━━━━━ Dataset records ━━━━━

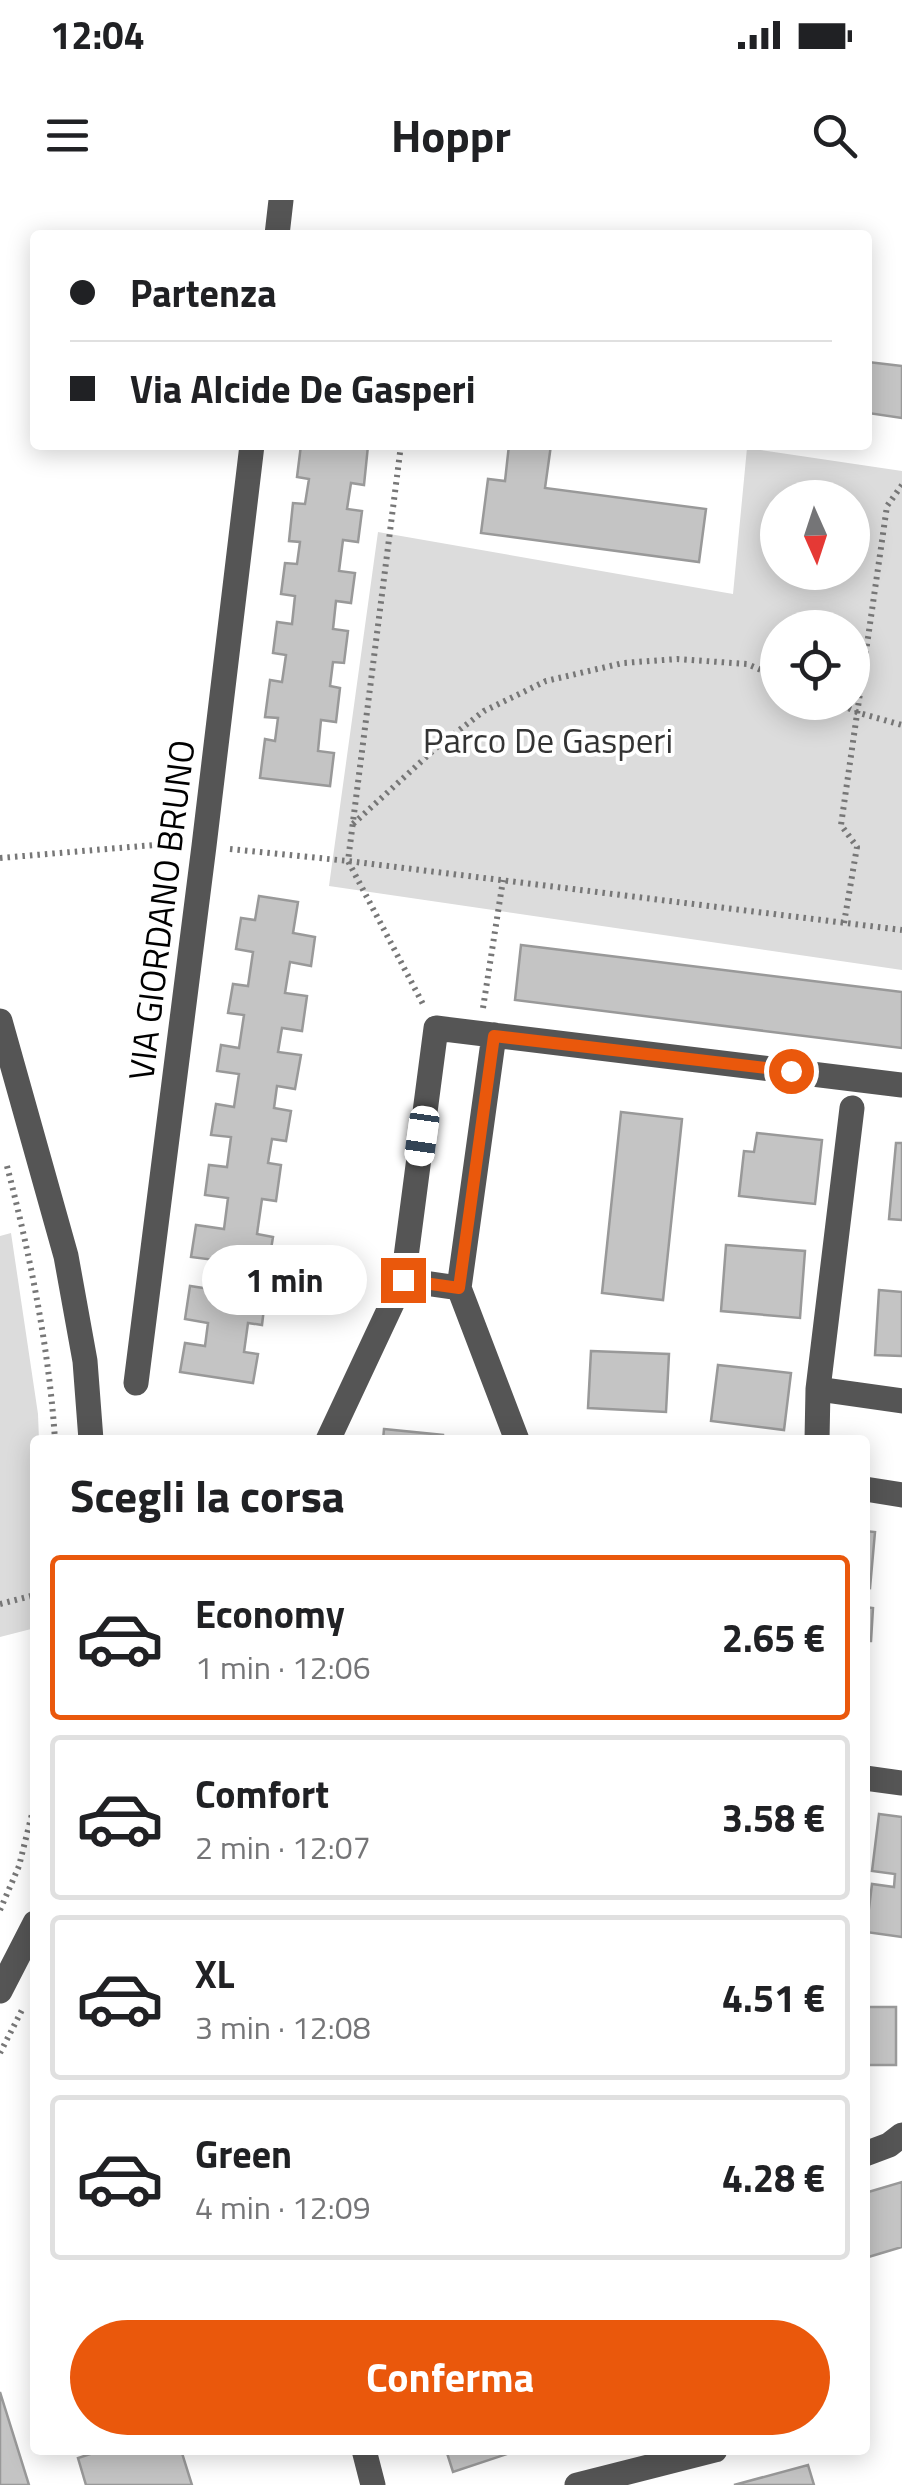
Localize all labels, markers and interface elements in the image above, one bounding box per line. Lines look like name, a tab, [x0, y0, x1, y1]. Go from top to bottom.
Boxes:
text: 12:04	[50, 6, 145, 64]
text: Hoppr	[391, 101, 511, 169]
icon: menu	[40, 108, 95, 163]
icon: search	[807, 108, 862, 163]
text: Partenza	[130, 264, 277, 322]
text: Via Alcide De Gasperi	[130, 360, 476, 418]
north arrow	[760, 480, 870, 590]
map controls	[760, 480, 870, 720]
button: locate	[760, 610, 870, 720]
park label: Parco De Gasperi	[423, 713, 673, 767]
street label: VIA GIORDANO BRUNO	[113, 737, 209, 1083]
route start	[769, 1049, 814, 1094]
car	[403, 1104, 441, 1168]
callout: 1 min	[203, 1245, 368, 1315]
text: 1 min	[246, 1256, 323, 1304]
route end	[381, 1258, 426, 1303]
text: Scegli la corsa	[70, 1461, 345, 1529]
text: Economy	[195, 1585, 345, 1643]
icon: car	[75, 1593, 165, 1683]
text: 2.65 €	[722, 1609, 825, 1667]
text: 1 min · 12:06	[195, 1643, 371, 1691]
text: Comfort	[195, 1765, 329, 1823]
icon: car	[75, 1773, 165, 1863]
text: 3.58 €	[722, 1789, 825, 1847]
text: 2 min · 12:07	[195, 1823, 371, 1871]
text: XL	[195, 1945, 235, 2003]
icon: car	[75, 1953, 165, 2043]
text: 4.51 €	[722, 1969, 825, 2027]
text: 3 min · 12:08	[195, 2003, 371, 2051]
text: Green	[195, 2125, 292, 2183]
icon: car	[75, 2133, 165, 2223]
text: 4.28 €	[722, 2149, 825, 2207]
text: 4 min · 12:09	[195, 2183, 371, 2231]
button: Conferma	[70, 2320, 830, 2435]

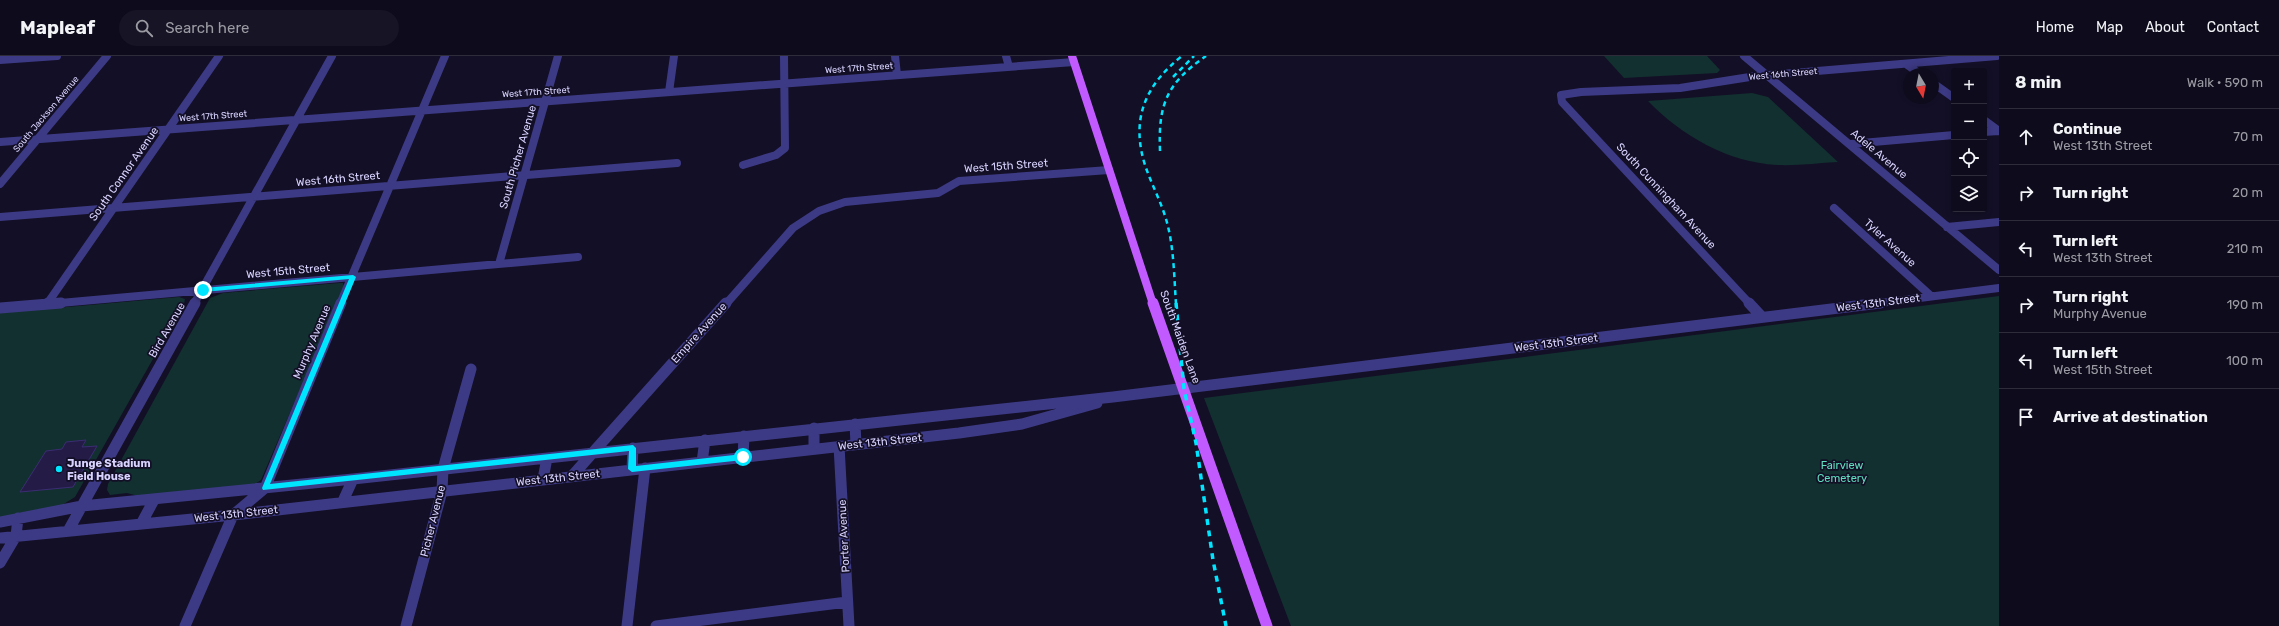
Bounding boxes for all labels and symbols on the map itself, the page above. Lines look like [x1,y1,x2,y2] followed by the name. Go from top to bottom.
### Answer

━━━━━
━━━━━ Dataset records ━━━━━

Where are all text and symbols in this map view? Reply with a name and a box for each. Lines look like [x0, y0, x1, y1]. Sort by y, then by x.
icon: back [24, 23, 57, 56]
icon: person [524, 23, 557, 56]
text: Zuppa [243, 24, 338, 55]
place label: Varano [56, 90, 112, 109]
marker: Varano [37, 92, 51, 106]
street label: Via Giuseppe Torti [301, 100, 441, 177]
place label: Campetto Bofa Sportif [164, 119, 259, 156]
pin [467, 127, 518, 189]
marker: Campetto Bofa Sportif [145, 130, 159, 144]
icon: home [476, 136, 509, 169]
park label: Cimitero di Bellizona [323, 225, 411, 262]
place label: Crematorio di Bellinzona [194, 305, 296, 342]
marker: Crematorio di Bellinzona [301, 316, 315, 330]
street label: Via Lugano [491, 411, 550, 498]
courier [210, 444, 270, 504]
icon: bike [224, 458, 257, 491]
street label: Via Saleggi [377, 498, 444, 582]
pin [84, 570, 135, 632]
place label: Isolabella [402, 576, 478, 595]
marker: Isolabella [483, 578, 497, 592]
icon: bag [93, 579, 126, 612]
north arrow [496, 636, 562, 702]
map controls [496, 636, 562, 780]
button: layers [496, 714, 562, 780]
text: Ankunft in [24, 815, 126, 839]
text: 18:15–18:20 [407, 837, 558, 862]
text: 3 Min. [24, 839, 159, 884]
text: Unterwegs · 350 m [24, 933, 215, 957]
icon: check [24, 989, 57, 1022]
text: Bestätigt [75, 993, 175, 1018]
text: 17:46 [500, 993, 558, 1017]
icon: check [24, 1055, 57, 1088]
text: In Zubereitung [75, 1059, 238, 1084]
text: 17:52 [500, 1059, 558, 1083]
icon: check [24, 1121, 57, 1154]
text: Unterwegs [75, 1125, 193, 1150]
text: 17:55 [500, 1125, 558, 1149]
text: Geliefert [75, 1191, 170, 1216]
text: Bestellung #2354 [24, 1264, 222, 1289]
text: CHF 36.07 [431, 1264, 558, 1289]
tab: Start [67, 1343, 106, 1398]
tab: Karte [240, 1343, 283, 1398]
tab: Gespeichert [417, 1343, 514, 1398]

━━━━━
━━━━━ Dataset records ━━━━━

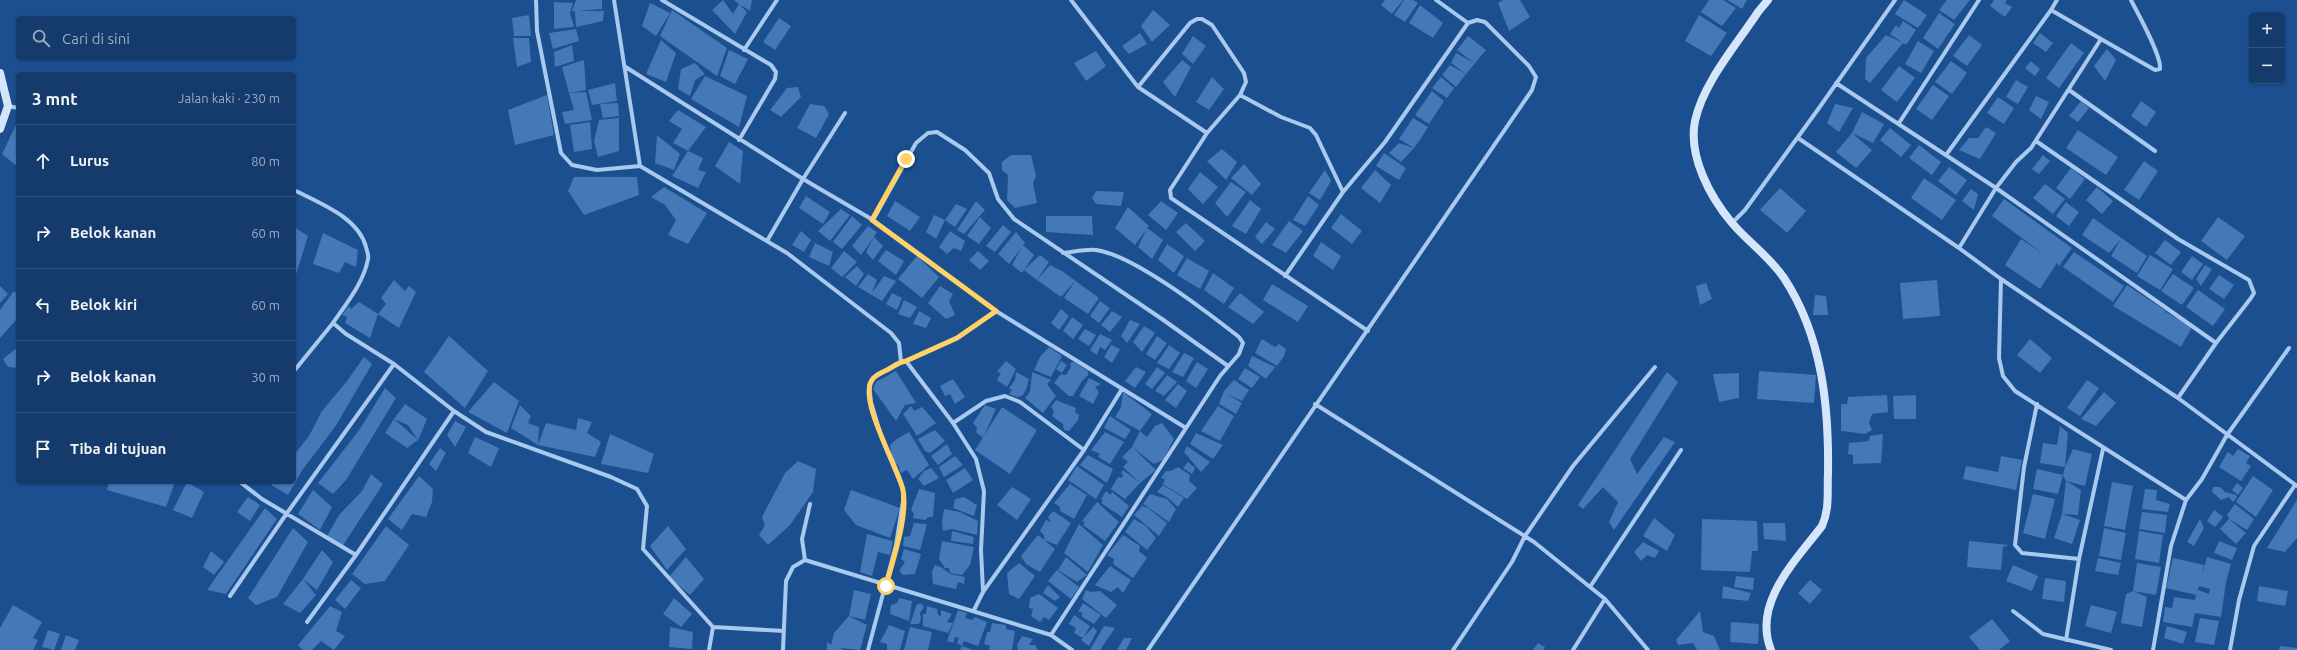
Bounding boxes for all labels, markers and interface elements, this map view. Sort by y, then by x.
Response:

━━━━━

-- Exercise --
Report every line containing the string "from" in the material.

-- Result --
Localize all labels, markers and interface elements in the image above, one bounding box per line. Lines look like name, a tab, [x0, y0, x1, y1]. Go from top to bottom.
Bounding boxes for all labels and symbols on the map itself, the page above. Lines look like [x1,y1,x2,y2] followed by the name. Go from top to bottom.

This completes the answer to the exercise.